TASK TO COMPLETE:
For each line below with the word "Bulvarı", write out a copy.

DATA PROVIDED:
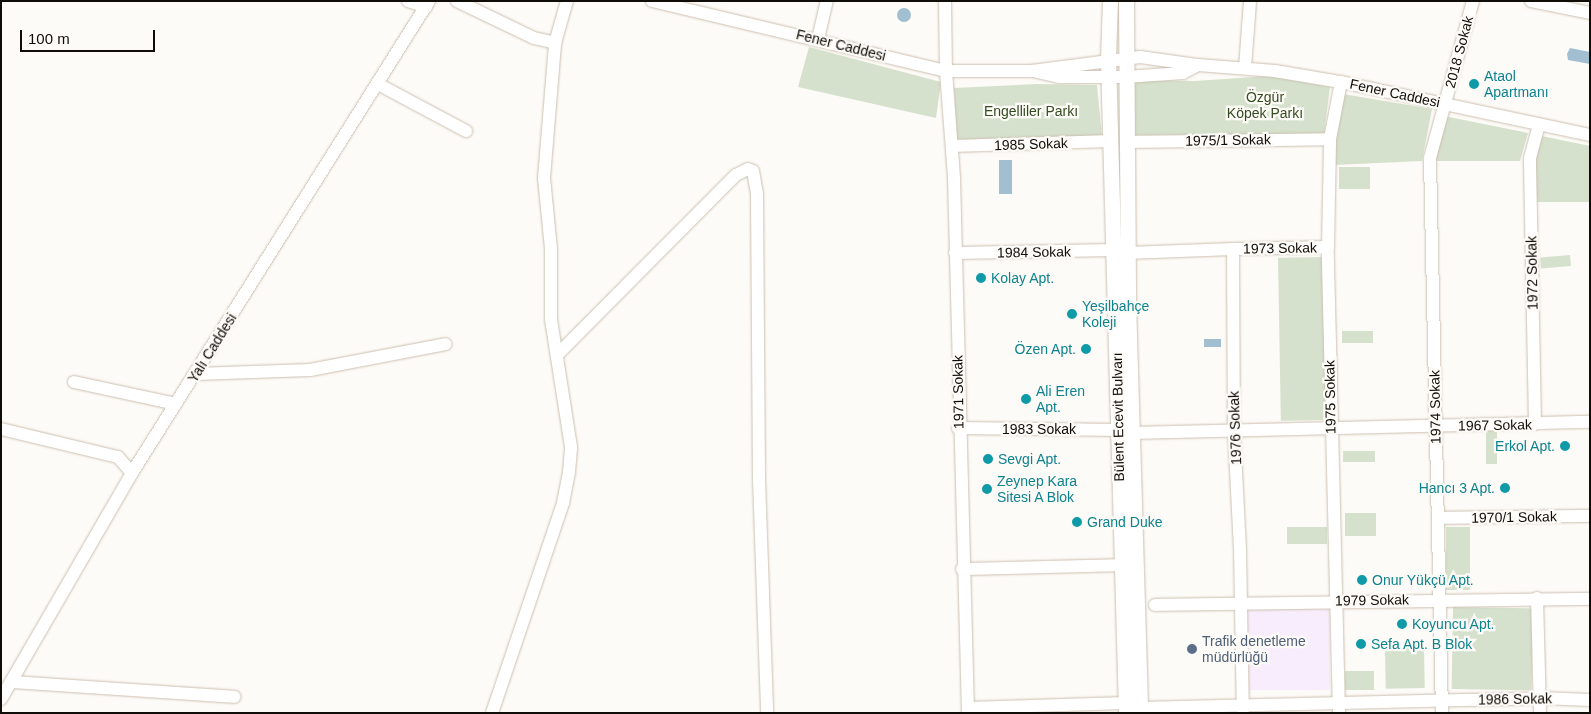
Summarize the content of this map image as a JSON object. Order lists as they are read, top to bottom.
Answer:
{
  "streets": {
    "main road": ["Bülent Ecevit Bulvarı"],
    "street": [
      "Fener Caddesi",
      "2018 Sokak",
      "1975/1 Sokak",
      "1985 Sokak",
      "1973 Sokak",
      "1984 Sokak",
      "1972 Sokak",
      "Yalı Caddesi",
      "1971 Sokak",
      "1975 Sokak",
      "1974 Sokak",
      "1967 Sokak",
      "1976 Sokak",
      "1983 Sokak",
      "1970/1 Sokak",
      "1979 Sokak",
      "1986 Sokak"
    ]
  },
  "crossings": [
    ["Fener Caddesi", "2018 Sokak"],
    ["Fener Caddesi", "1972 Sokak"],
    ["Fener Caddesi", "1971 Sokak"],
    ["Fener Caddesi", "1975 Sokak"],
    ["Fener Caddesi", "1974 Sokak"],
    ["Fener Caddesi", "Bülent Ecevit Bulvarı"],
    ["2018 Sokak", "1974 Sokak"],
    ["1975/1 Sokak", "1985 Sokak"],
    ["1975/1 Sokak", "1975 Sokak"],
    ["1975/1 Sokak", "Bülent Ecevit Bulvarı"],
    ["1985 Sokak", "1971 Sokak"],
    ["1985 Sokak", "Bülent Ecevit Bulvarı"],
    ["1973 Sokak", "1975 Sokak"],
    ["1973 Sokak", "1976 Sokak"],
    ["1984 Sokak", "1971 Sokak"],
    ["1984 Sokak", "Bülent Ecevit Bulvarı"],
    ["1972 Sokak", "1967 Sokak"],
    ["1971 Sokak", "1983 Sokak"],
    ["1971 Sokak", "1986 Sokak"],
    ["1975 Sokak", "1967 Sokak"],
    ["1975 Sokak", "1979 Sokak"],
    ["1975 Sokak", "1986 Sokak"],
    ["1974 Sokak", "1967 Sokak"],
    ["1974 Sokak", "1970/1 Sokak"],
    ["1974 Sokak", "1979 Sokak"],
    ["1974 Sokak", "1986 Sokak"],
    ["Bülent Ecevit Bulvarı", "1967 Sokak"],
    ["Bülent Ecevit Bulvarı", "1983 Sokak"],
    ["Bülent Ecevit Bulvarı", "1986 Sokak"],
    ["1967 Sokak", "1976 Sokak"],
    ["1967 Sokak", "1983 Sokak"],
    ["1976 Sokak", "1979 Sokak"],
    ["1976 Sokak", "1986 Sokak"]
  ],
  "parks": ["Özgür Köpek Parkı", "Engelliler Parkı"],
  "places": [
    "Ataol Apartmanı",
    "Kolay Apt.",
    "Yeşilbahçe Koleji",
    "Özen Apt.",
    "Ali Eren Apt.",
    "Erkol Apt.",
    "Sevgi Apt.",
    "Hancı 3 Apt.",
    "Zeynep Kara Sitesi A Blok",
    "Grand Duke",
    "Onur Yükçü Apt.",
    "Koyuncu Apt.",
    "Sefa Apt. B Blok",
    "Trafik denetleme müdürlüğü"
  ],
  "scale_bar": "100 m"
}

RESPONSE FOR THIS EXERCISE:
    "main road": ["Bülent Ecevit Bulvarı"],
    ["Fener Caddesi", "Bülent Ecevit Bulvarı"],
    ["1975/1 Sokak", "Bülent Ecevit Bulvarı"],
    ["1985 Sokak", "Bülent Ecevit Bulvarı"],
    ["1984 Sokak", "Bülent Ecevit Bulvarı"],
    ["Bülent Ecevit Bulvarı", "1967 Sokak"],
    ["Bülent Ecevit Bulvarı", "1983 Sokak"],
    ["Bülent Ecevit Bulvarı", "1986 Sokak"],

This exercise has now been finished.